Department of Computer Science, University of Bremen, Bremen, Germany.
Fraunhofer Institute for Digital Medicine MEVIS, Max-von-Laue-Str. 2, 28359, Bremen, Germany.
Int J Comput Assist Radiol Surg. 2024 Feb;19(2):253-260. doi: 10.1007/s11548-023-03001-1. Epub 2023 Aug 16.
Deep neural networks need to be able to indicate error likelihood via reliable estimates of their predictive uncertainty when used in high-risk scenarios, such as medical decision support. This work contributes a systematic overview of state-of-the-art approaches for decomposing predictive uncertainty into aleatoric and epistemic components, and a comprehensive comparison for Bayesian neural networks (BNNs) between mutual information decomposition and the explicit modelling of both uncertainty types via an additional loss-attenuating neuron.

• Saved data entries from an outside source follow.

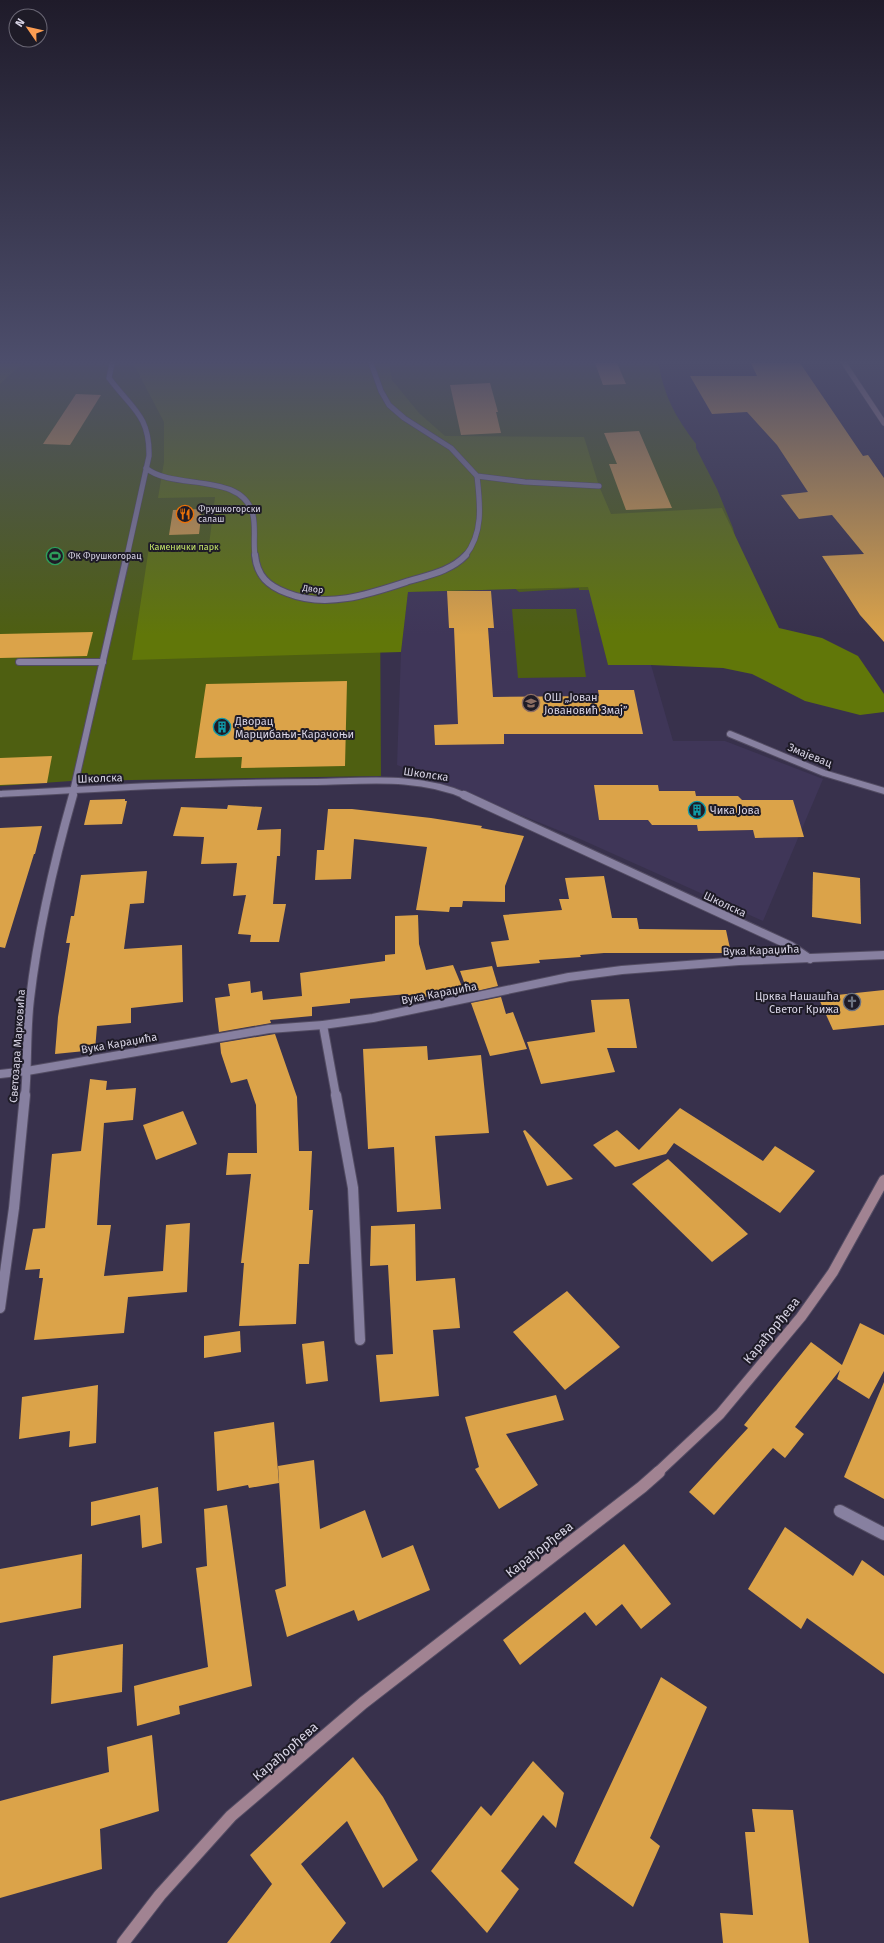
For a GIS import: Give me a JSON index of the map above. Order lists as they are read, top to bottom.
{
  "streets": {
    "main road": ["Карађорђева"],
    "street": [
      "Двор",
      "Змајевац",
      "Школска",
      "Вука Караџића",
      "Светозара Марковића"
    ]
  },
  "crossings": [
    ["Школска", "Вука Караџића"],
    ["Школска", "Светозара Марковића"],
    ["Вука Караџића", "Светозара Марковића"]
  ],
  "parks": ["Каменички парк"],
  "places": {
    "restaurant": ["Фрушкогорски салаш"],
    "sports": ["ФК Фрушкогорац"],
    "school or university": ["ОШ „Јован Јовановић Змај”"],
    "building": ["Дворац Марцибањи-Карачоњи", "Чика Јова"],
    "church": ["Црква Нашашћа Светог Крижа"]
  },
  "north": "top left"
}
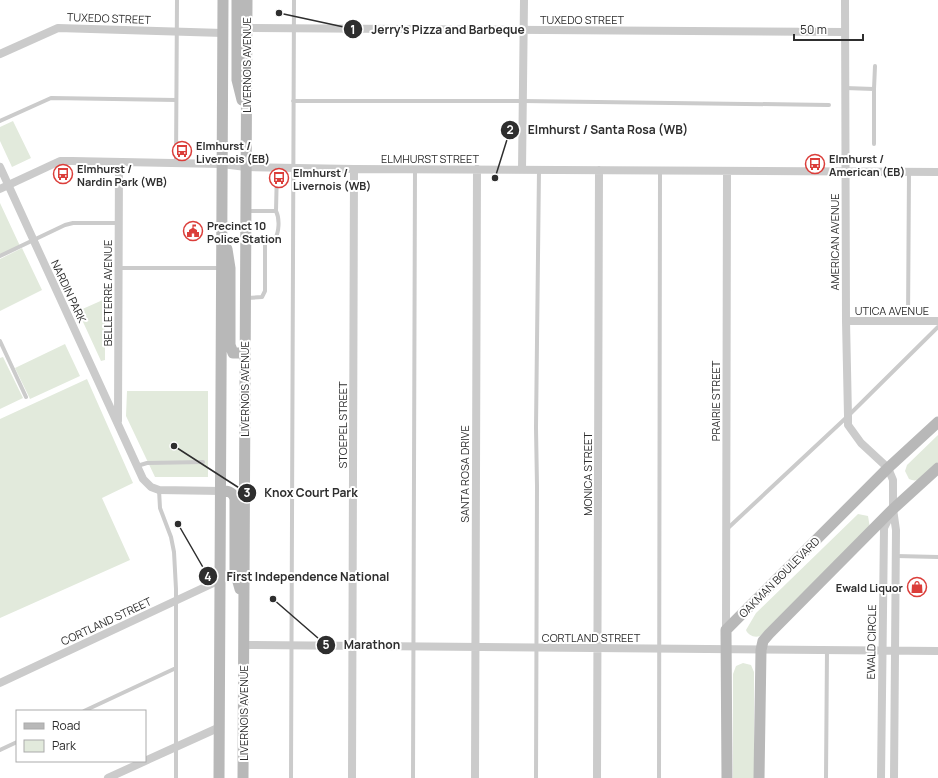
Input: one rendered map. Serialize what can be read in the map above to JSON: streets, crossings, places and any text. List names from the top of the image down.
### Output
{
  "streets": {
    "main road": ["LIVERNOIS AVENUE", "OAKMAN BOULEVARD"],
    "street": [
      "TUXEDO STREET",
      "ELMHURST STREET",
      "AMERICAN AVENUE",
      "NARDIN PARK",
      "BELLETERRE AVENUE",
      "UTICA AVENUE",
      "PRAIRIE STREET",
      "STOEPEL STREET",
      "SANTA ROSA DRIVE",
      "MONICA STREET",
      "CORTLAND STREET",
      "EWALD CIRCLE"
    ]
  },
  "crossings": [
    ["TUXEDO STREET", "LIVERNOIS AVENUE"],
    ["TUXEDO STREET", "AMERICAN AVENUE"],
    ["LIVERNOIS AVENUE", "ELMHURST STREET"],
    ["LIVERNOIS AVENUE", "CORTLAND STREET"],
    ["ELMHURST STREET", "AMERICAN AVENUE"],
    ["ELMHURST STREET", "NARDIN PARK"],
    ["ELMHURST STREET", "BELLETERRE AVENUE"],
    ["ELMHURST STREET", "PRAIRIE STREET"],
    ["ELMHURST STREET", "STOEPEL STREET"],
    ["ELMHURST STREET", "SANTA ROSA DRIVE"],
    ["ELMHURST STREET", "MONICA STREET"],
    ["AMERICAN AVENUE", "UTICA AVENUE"],
    ["AMERICAN AVENUE", "OAKMAN BOULEVARD"],
    ["AMERICAN AVENUE", "EWALD CIRCLE"],
    ["NARDIN PARK", "BELLETERRE AVENUE"],
    ["PRAIRIE STREET", "OAKMAN BOULEVARD"],
    ["STOEPEL STREET", "CORTLAND STREET"],
    ["SANTA ROSA DRIVE", "CORTLAND STREET"],
    ["MONICA STREET", "CORTLAND STREET"],
    ["OAKMAN BOULEVARD", "EWALD CIRCLE"],
    ["CORTLAND STREET", "EWALD CIRCLE"]
  ],
  "places": {
    "other": [
      "Jerry's Pizza and Barbeque",
      "Elmhurst / Santa Rosa (WB)",
      "Knox Court Park",
      "First Independence National",
      "Marathon"
    ],
    "bus stop": [
      "Elmhurst / Livernois (EB)",
      "Elmhurst / American (EB)",
      "Elmhurst / Nardin Park (WB)",
      "Elmhurst / Livernois (WB)"
    ],
    "public building": ["Precinct 10 Police Station"],
    "shop": ["Ewald Liquor"]
  },
  "legend": ["Road", "Park"],
  "scale_bar": "50 m"
}
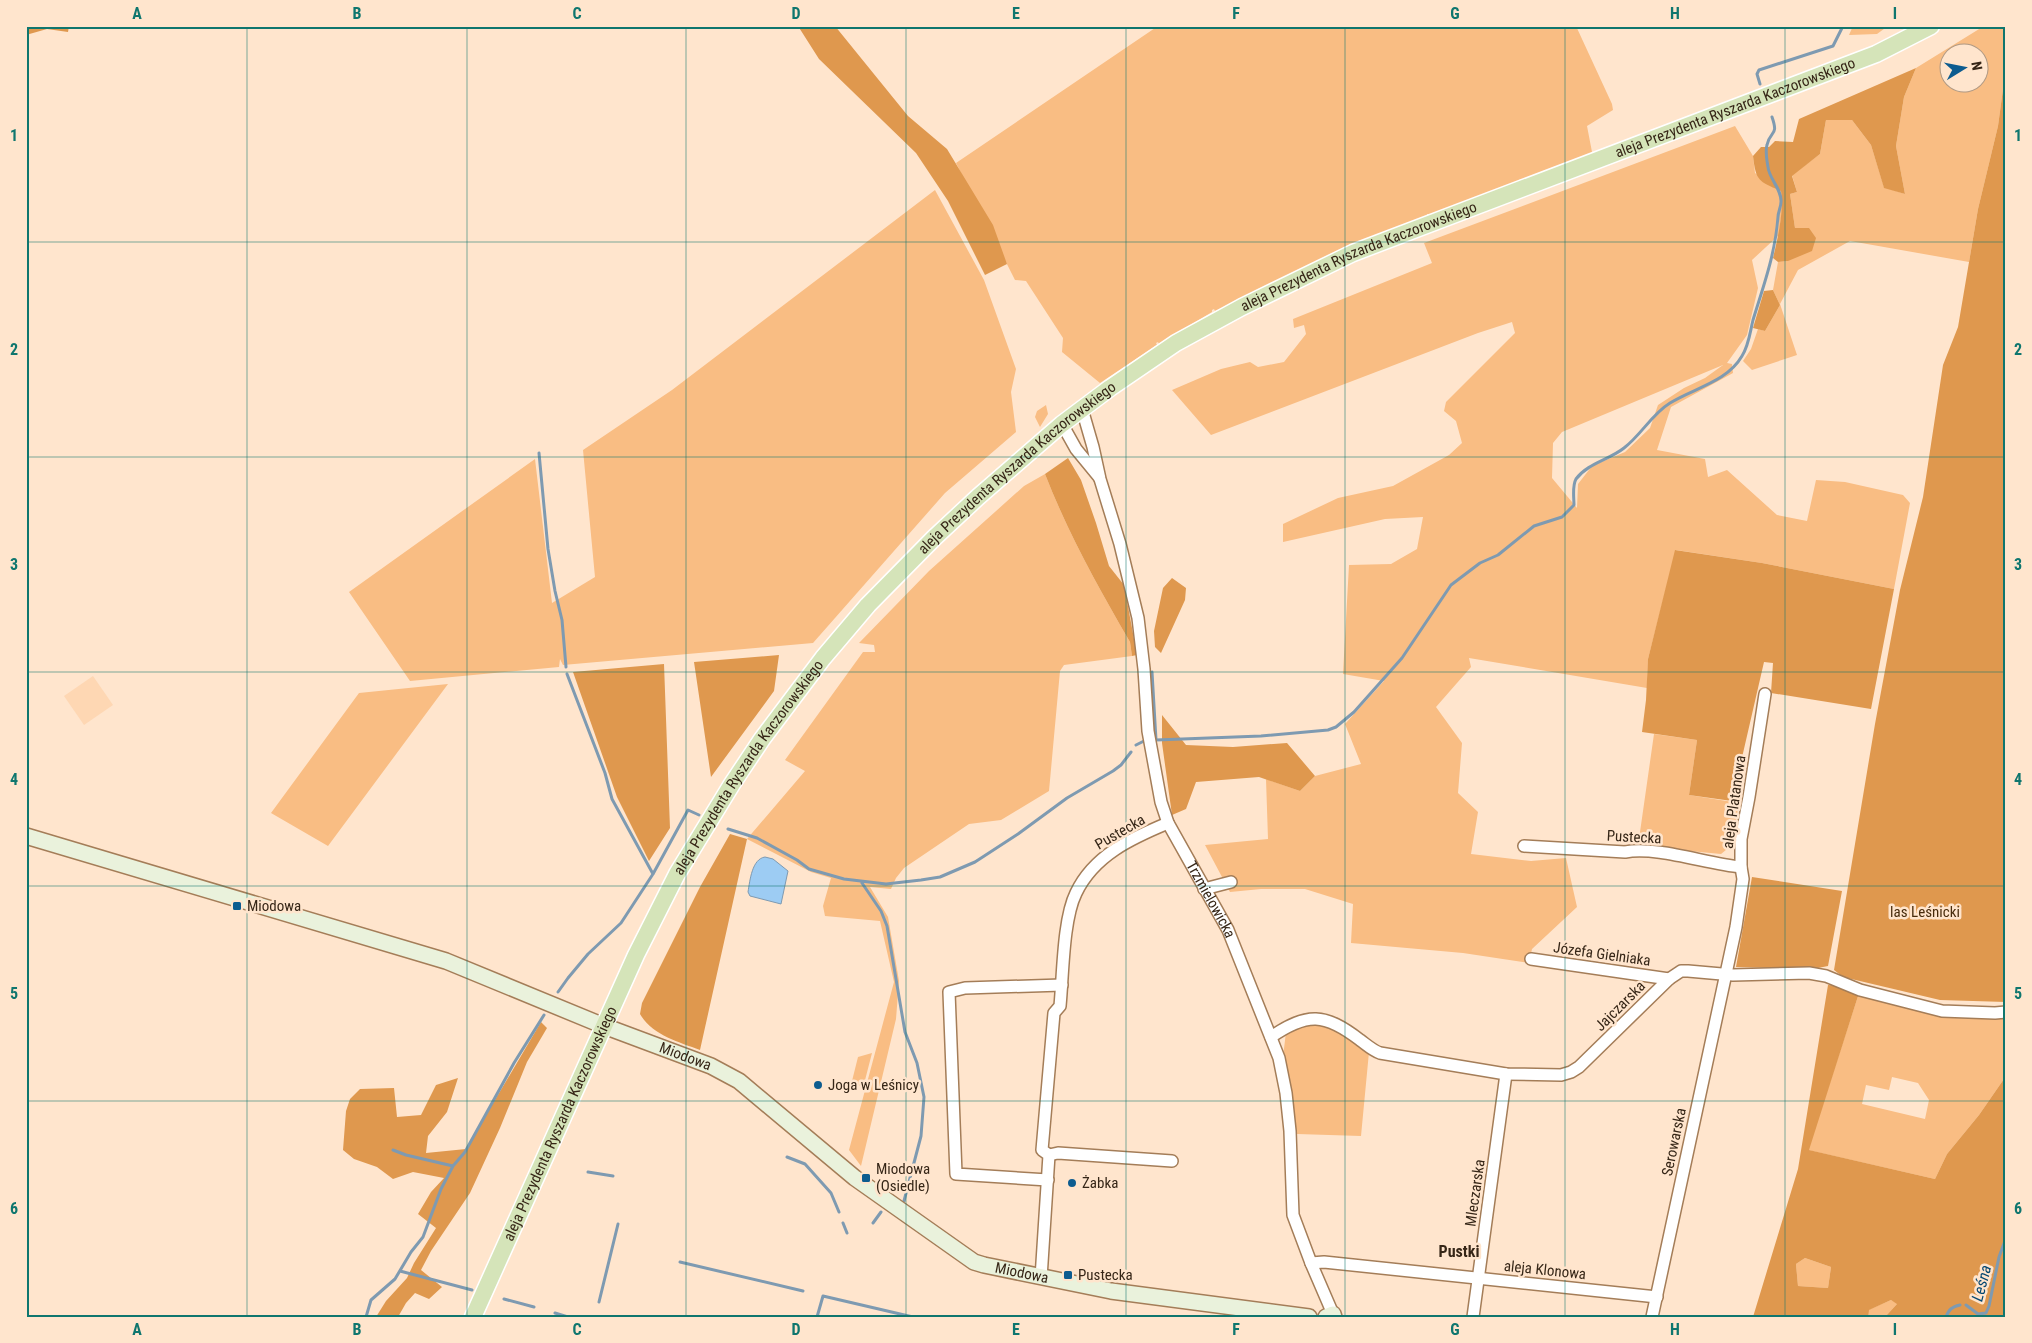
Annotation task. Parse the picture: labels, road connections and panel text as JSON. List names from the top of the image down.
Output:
{
  "streets": {
    "main road": ["aleja Prezydenta Ryszarda Kaczorowskiego"],
    "street": [
      "aleja Platanowa",
      "Pustecka",
      "Trzmielowicka",
      "Józefa Gielniaka",
      "Jajczarska",
      "Miodowa",
      "Serowarska",
      "Mleczarska",
      "aleja Klonowa"
    ]
  },
  "crossings": [
    ["aleja Prezydenta Ryszarda Kaczorowskiego", "Trzmielowicka"],
    ["aleja Prezydenta Ryszarda Kaczorowskiego", "Miodowa"],
    ["aleja Platanowa", "Pustecka"],
    ["aleja Platanowa", "Jajczarska"],
    ["aleja Platanowa", "Serowarska"],
    ["Pustecka", "Trzmielowicka"],
    ["Pustecka", "Miodowa"],
    ["Trzmielowicka", "Jajczarska"],
    ["Trzmielowicka", "aleja Klonowa"],
    ["Józefa Gielniaka", "Jajczarska"],
    ["Jajczarska", "Serowarska"],
    ["Jajczarska", "Mleczarska"],
    ["Serowarska", "aleja Klonowa"],
    ["Mleczarska", "aleja Klonowa"]
  ],
  "districts": ["Pustki"],
  "water": ["Leśna"],
  "parks": ["las Leśnicki"],
  "places": {
    "transit": ["Miodowa", "Miodowa (Osiedle)", "Pustecka"],
    "other": ["Joga w Leśnicy", "Żabka"]
  },
  "north": "right",
  "grid": {
    "columns": [
      "A",
      "B",
      "C",
      "D",
      "E",
      "F",
      "G",
      "H",
      "I"
    ],
    "rows": [
      "1",
      "2",
      "3",
      "4",
      "5",
      "6"
    ]
  }
}
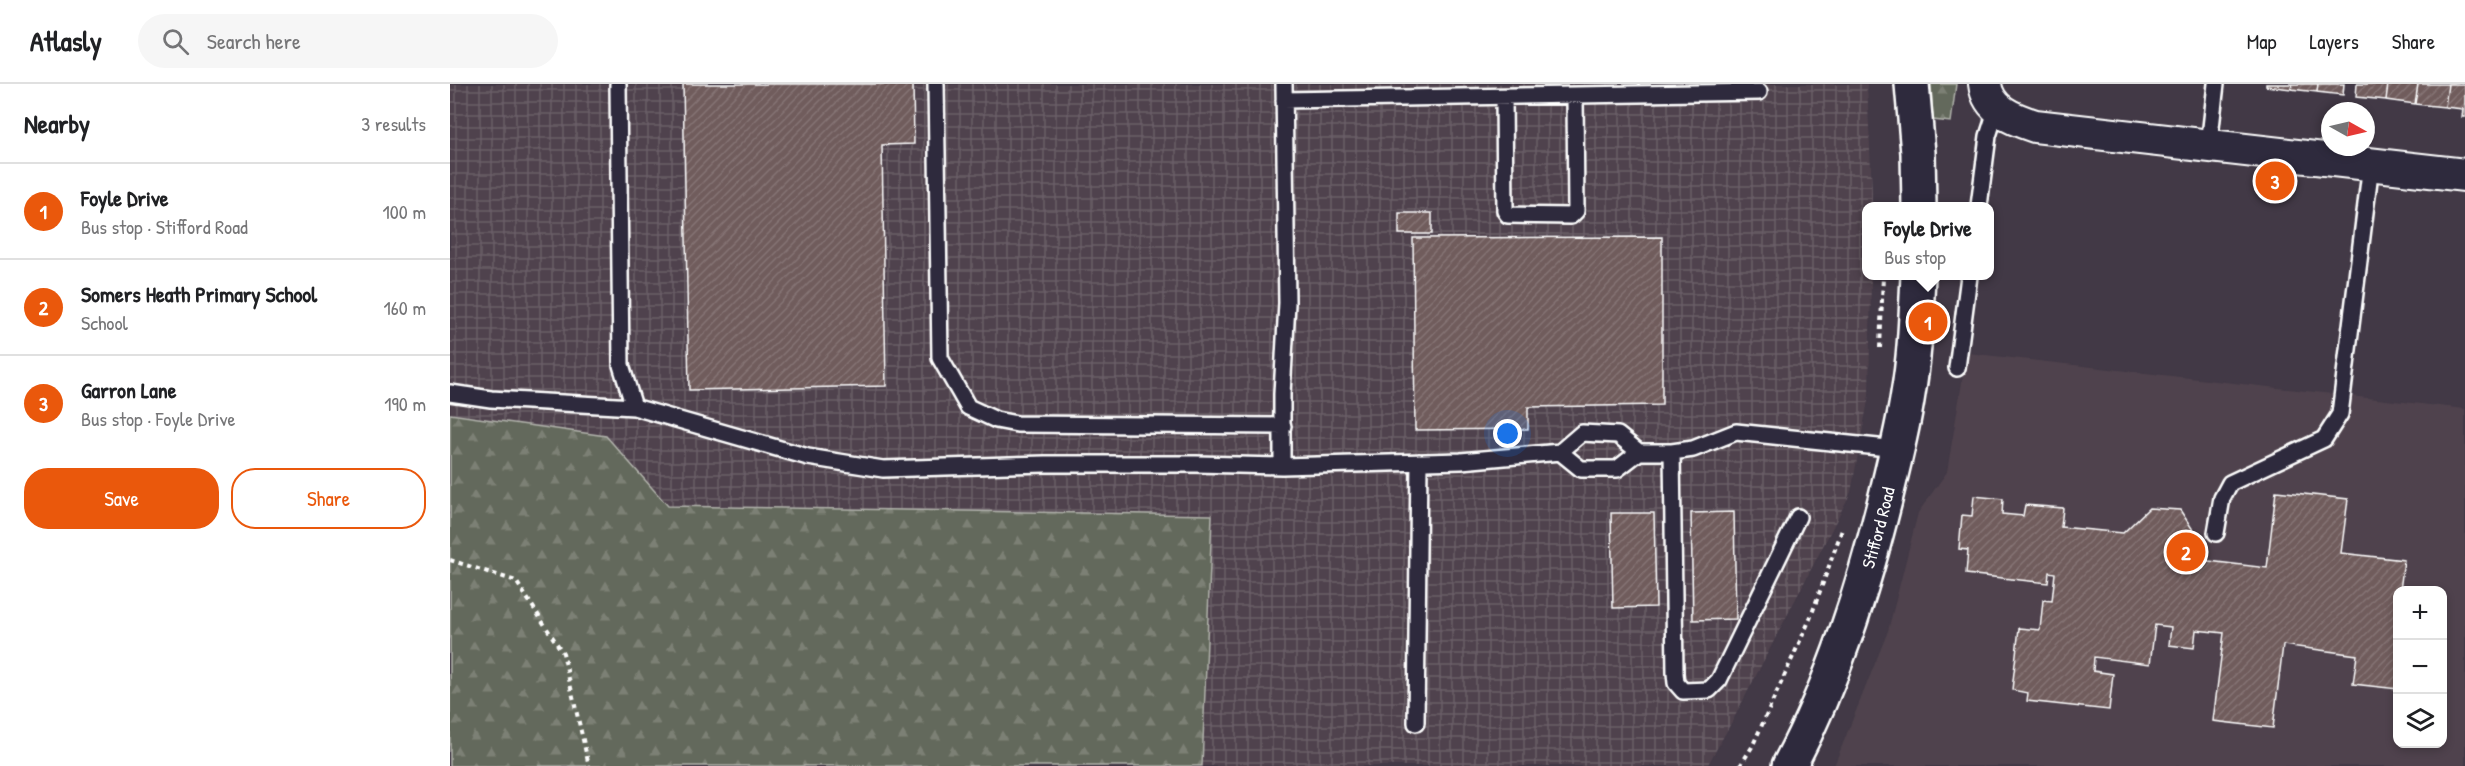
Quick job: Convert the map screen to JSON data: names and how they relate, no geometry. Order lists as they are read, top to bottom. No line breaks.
{"streets":{"main road":["Stifford Road"]},"north":"right","page":{"header":"Atlasly","search":"Search here","nav":["Map","Layers","Share"],"heading":["Nearby","3 results"],"pins":["3","1","2"],"list":[{"mark":"1","name":"Foyle Drive","note":"Bus stop · Stifford Road","value":"100 m"},{"mark":"2","name":"Somers Heath Primary School","note":"School","value":"160 m"},{"mark":"3","name":"Garron Lane","note":"Bus stop · Foyle Drive","value":"190 m"}],"popup":["Foyle Drive","Bus stop"],"buttons":["Save","Share"],"map_buttons":["+","−"]}}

Experiments are performed in the context of liver segmentation in CT scans. The quality of the uncertainty decomposition in the resulting uncertainty maps is qualitatively evaluated, and quantitative behaviour of decomposed uncertainties is systematically compared for different experiment settings with varying training set sizes, label noise, and distribution shifts.
Our results show the mutual information decomposition to robustly yield meaningful aleatoric and epistemic uncertainty estimates, while the activation of the loss-attenuating neuron appears noisier with non-trivial convergence properties. We found that the addition of a heteroscedastic neuron does not significantly improve segmentation performance or calibration, while slightly improving the quality of uncertainty estimates.
Mutual information decomposition is simple to implement, has mathematically pleasing properties, and yields meaningful uncertainty estimates that behave as expected under controlled changes to our data set. The additional extension of BNNs with loss-attenuating neurons provides no improvement in terms of segmentation performance or calibration in our setting, but marginal benefits regarding the quality of decomposed uncertainties.
当在高风险场景(例如医疗决策支持)中使用时,深度神经网络需要能够通过可靠地估计其预测不确定性来指示错误可能性。这项工作系统地概述了将预测不确定性分解为随机和认知分量的最新方法,并针对贝叶斯神经网络(BNN)在互信息分解和通过附加的损失衰减神经元对两种不确定性类型进行显式建模之间进行了全面比较。
在 CT 扫描中的肝脏分割上下文中进行实验。定性评估所得不确定性图中不确定性分解的质量,并针对不同的实验设置(具有不同的训练集大小、标签噪声和分布转移)系统地比较分解不确定性的定量行为。
我们的结果表明,互信息分解能够稳健地产生有意义的随机和认知不确定性估计,而损失衰减神经元的激活似乎具有复杂的收敛特性,噪声较大。我们发现,添加异方差神经元不会显著提高分割性能或校准,而略微提高不确定性估计的质量。
互信息分解易于实现,具有数学上令人愉悦的性质,并产生有意义的不确定性估计,这些估计在我们的数据集中受控变化下表现如预期。在 BNN 中添加损失衰减神经元在我们的设置中不会在分割性能或校准方面提供任何改进,但在分解不确定性的质量方面有一些边际收益。